En s’appuyant sur le constat des mutations profondes affectant la condition salariale, la réalité sociale et les conditions psychologiques présidant à la définition de l’identité, certains font valoir la nécessité, pour une gauche fidèle à son projet d’émancipation, de repenser les conditions d’accès des plus démunis aux moyens, matériels et personnels, qui leur permettront d’exercer leur autonomie.

On parle, à ce titre, du nécessaire « renouveau de la gauche ». Le problème est bien sûr de déterminer dans quelle direction engager ce renouveau. Un des débats les plus marquants à ce titre paraît être celui portant sur la légitimité, la portée et l’efficacité des politiques de redistribution des richesses. On sait que, dans ce domaine, certaines thèses peuvent être extrêmement radicales. C’est ainsi le cas de celle défendue par le sociologue britannique Anthony Giddens qui consiste à dénoncer le caractère anti-démocratique de l’État social. Pour lui, il faut en finir avec un système qui encourage la passivité » pour en instaurer un qui « porte les gens à prendre des risques et à reconnaître les obligations et les responsabilités qu’ils ont envers autrui et la communauté. En d’autres termes, la reconstruction de l’Etat social dans nos États occidentaux, ajoute-t-il, c’est l’instauration d’un nouveau contrat social. »

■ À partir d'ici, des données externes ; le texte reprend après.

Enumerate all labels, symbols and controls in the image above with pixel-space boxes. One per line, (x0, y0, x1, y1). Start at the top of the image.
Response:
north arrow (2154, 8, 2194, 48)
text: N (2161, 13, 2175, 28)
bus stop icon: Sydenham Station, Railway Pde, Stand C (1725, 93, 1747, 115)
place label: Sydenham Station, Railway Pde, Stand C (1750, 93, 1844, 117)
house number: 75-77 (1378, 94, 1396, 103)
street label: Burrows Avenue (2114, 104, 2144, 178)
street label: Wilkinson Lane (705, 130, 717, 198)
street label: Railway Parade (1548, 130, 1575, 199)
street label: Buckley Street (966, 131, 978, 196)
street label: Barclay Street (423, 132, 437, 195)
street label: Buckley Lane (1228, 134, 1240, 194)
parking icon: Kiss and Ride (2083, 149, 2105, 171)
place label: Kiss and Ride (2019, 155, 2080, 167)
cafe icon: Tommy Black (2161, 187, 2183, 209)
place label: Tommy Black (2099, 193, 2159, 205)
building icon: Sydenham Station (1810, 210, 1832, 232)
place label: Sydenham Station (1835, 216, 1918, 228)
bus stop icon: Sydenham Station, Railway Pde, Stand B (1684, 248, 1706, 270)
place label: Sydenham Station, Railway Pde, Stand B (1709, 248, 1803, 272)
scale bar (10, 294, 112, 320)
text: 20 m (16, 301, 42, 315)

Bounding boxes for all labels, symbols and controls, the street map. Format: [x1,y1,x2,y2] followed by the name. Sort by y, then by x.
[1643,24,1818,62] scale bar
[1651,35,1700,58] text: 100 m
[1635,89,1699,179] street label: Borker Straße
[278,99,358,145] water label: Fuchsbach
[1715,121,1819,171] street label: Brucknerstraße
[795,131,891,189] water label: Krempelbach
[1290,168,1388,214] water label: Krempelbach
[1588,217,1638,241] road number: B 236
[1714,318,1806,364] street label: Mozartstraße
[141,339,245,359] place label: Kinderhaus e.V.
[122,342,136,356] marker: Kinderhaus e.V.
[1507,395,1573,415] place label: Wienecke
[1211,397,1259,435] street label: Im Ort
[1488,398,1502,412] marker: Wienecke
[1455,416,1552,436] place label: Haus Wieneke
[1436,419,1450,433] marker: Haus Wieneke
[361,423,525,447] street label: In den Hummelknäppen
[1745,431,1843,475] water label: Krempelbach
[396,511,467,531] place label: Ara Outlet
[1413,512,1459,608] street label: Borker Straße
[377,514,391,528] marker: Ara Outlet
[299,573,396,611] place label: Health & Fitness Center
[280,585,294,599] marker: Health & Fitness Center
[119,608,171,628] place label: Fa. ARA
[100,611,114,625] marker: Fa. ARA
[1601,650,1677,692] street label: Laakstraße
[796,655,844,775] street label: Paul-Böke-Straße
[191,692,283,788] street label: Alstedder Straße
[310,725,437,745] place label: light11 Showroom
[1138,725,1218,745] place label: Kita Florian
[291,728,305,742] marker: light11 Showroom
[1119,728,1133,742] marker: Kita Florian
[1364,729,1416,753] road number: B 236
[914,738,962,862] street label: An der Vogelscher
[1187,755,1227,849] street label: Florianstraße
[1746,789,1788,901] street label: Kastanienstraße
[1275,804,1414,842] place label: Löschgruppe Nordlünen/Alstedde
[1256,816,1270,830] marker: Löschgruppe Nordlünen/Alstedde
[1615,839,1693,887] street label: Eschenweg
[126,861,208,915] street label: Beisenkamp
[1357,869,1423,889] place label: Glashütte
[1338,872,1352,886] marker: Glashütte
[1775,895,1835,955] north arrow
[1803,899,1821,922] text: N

Dans ce type de perspectives, ce qui devient particulièrement difficile à concevoir c’est l’idée même d’une légitimité de l’assistance. Et à travers la mise en cause de la notion d’assistance, ce qui est visé c’est, bien entendu, l’État en tant qu’État-providence. Cette volonté de mettre l’accent sur l’activité de l’être humain et sur la responsabilité qui dès lors lui incombe modifie considérablement la donne culturelle. C’est alors toute une série d’interventions prises en charge par l’État qui connaissent le discrédit, soit qu’on les juge illégitimes en elles-mêmes, soit qu’on les estime contre-productives. Prenons cependant bien acte d’un fait : ce que conquiert ainsi l’individu, c’est surtout le droit d’être reconnu principal responsable de sa propre misère.
Du coup, on peut considérer dans certains milieux progressistes que le véritable problème réside davantage dans le caractère inévitable de la transmission des inégalités, que dans la disparité même des conditions.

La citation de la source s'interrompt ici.